Il primo singolo, “A Little Too Soon To Say”, uscito l’anno scorso, è stato considerato da molti correlato alla pandemia. Sebbene la traccia, e le altre qui, siano state scritte e registrate prima del Covid, c’è un preciso senso di vivere in un tempo preso in prestito. Lui stesso è risultato positivo, ma è passato.

L’apertura dell’album, “Still Looking for Something” è un classico soft-rock in modalità Browne tradizionale e attesta la sua natura sempre alla ricerca. Ma è “Minutes To Downtown” – che descrive la sua vita come ‘una storia così lunga e così vicina alla fine’ – che suona come il primo classico. Ispirato da un recente incontro romantico, suggerisce che puoi insegnare a un vecchio nuovi trucchi. In modo un po’ sconcertante, “A Human Touch” inizia con una voce diversa, quella della co-autrice Leslie Mendelson. La cantante di Brooklyn è nota per corteggiare la scena delle jam band, ma la collaborazione intercontinentale crea un duetto agrodolce dato il pathos dagli eventi recenti. Nonostante tre decenni tra loro, le voci di Browne e Mendelson si intrecciano perfettamente. Il sempre collaborativo Jackson ha preso il pezzo e l’ha terminato, proprio come fece Glenn Frey con il suo “Take it Easy” quasi 50 anni fa. “A Human Touch” è apparso in 5B, un film documentario sul primo reparto di AIDS del San Francisco General Hospital; Jackson ha giustamente ritenuto che fosse troppo bello per non includerlo qui.

Un’altra joint venture, “The Dreamer”, vede la partecipazione di Eugene Rodriguez del tradizionale gruppo messicano Los Cenzontles. Jackson, che ha preso di mira l’amministrazione di George W. Bush negli anni 2000, qui punta su un certo ex presidente che costruisce muri. Sua nonna è arrivata negli States dalla Norvegia a 16 anni e la canzone vede la situazione degli immigrati attraverso gli occhi di Lucina, una donna non molto più anziana. Come sempre, il nostro fa lievitare le sue canzoni più dure con piatti più delicati. “Love is Love”, dal sapore caraibico e ispirato ad Haiti, ha un netto accenno di Paul Simon, mentre “My Cleveland Heart” tenta di costruire un’intera canzone attorno alla premessa di ricevere una telescrivente artificiale.

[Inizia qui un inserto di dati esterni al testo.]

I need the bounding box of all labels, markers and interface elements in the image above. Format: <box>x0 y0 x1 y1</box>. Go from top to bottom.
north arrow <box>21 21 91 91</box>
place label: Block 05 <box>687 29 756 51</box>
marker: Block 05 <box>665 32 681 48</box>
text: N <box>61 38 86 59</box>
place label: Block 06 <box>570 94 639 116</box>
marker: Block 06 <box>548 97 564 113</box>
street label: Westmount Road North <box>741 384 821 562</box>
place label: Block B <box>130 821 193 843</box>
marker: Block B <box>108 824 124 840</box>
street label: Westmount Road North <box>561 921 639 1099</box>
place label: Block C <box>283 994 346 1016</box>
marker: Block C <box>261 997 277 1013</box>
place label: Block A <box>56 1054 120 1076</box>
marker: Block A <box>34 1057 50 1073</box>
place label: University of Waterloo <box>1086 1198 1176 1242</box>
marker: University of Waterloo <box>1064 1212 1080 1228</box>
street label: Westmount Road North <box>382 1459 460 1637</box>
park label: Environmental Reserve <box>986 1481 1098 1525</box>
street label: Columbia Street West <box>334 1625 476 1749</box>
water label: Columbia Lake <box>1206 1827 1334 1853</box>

La title track, “Downhill From Everywhere” prende in prestito la sua struttura basata su riff dai Rolling Stones, ma i testi sono ispirati a un personaggio non musicale: l’oceanografo Captain Charles Moore che, mentre navigava nel Pacifico, si rese conto di attraversare un mare di plastica. La consegna vocale quasi monotona evoca Warren Zevon, un artista scoperto da Browne e che, purtroppo, da tempo ci ha lasciati. “A Song For Barcelona” chiude l’album su un ritmo di rumba, un disco che ci mostra un autore rinvigorito e che si è guadagnato il diritto di essere ascoltato non solo dai fedeli, ma anche da una nuova generazione i cui valori e ideali potrebbero essere più vicini ai suoi di molti settantaduenni!!!